▸ **Work to be completed**: Only lines holding the word "龙亭西路" are needed; copy each of them from the material.

Dataset excerpts Block Start

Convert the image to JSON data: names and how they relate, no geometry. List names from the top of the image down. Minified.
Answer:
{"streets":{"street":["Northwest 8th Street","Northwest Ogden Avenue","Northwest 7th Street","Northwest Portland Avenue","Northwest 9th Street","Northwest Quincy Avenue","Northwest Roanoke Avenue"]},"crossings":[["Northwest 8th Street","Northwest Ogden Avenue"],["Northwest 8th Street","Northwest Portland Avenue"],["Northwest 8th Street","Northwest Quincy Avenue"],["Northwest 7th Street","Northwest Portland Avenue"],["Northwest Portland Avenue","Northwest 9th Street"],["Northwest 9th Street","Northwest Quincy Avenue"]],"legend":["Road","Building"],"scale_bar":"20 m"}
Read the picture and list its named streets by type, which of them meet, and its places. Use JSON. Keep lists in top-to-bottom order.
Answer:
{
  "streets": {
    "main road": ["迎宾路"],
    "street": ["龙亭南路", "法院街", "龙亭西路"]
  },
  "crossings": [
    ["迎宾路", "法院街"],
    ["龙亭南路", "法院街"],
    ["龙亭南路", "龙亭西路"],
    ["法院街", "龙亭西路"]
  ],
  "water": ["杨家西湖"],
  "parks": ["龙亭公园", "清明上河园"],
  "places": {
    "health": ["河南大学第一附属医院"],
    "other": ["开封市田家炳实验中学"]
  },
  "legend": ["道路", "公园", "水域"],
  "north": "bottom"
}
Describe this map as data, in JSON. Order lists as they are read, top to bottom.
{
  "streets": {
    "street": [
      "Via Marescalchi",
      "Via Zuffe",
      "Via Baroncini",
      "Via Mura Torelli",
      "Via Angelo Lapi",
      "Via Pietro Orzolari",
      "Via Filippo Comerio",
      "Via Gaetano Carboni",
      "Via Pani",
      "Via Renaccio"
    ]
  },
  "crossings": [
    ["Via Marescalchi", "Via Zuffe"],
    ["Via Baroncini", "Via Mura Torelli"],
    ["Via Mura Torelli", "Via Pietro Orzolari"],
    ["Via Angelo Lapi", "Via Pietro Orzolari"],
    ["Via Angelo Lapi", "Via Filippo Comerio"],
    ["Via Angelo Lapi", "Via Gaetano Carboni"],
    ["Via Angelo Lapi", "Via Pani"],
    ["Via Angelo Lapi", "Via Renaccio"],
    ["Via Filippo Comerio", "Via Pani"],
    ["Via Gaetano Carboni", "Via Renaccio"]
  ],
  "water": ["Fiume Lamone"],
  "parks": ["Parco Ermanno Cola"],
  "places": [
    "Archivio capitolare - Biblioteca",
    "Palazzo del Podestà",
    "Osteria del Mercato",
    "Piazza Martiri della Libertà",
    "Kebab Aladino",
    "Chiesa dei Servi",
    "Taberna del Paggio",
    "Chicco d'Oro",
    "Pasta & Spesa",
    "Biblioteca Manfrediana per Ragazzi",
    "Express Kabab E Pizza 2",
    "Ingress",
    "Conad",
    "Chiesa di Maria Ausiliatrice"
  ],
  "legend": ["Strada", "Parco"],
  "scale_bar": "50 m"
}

Dataset excerpts Block End

▸ **Completed exercise**:
    "street": ["龙亭南路", "法院街", "龙亭西路"]
    ["龙亭南路", "龙亭西路"],
    ["法院街", "龙亭西路"]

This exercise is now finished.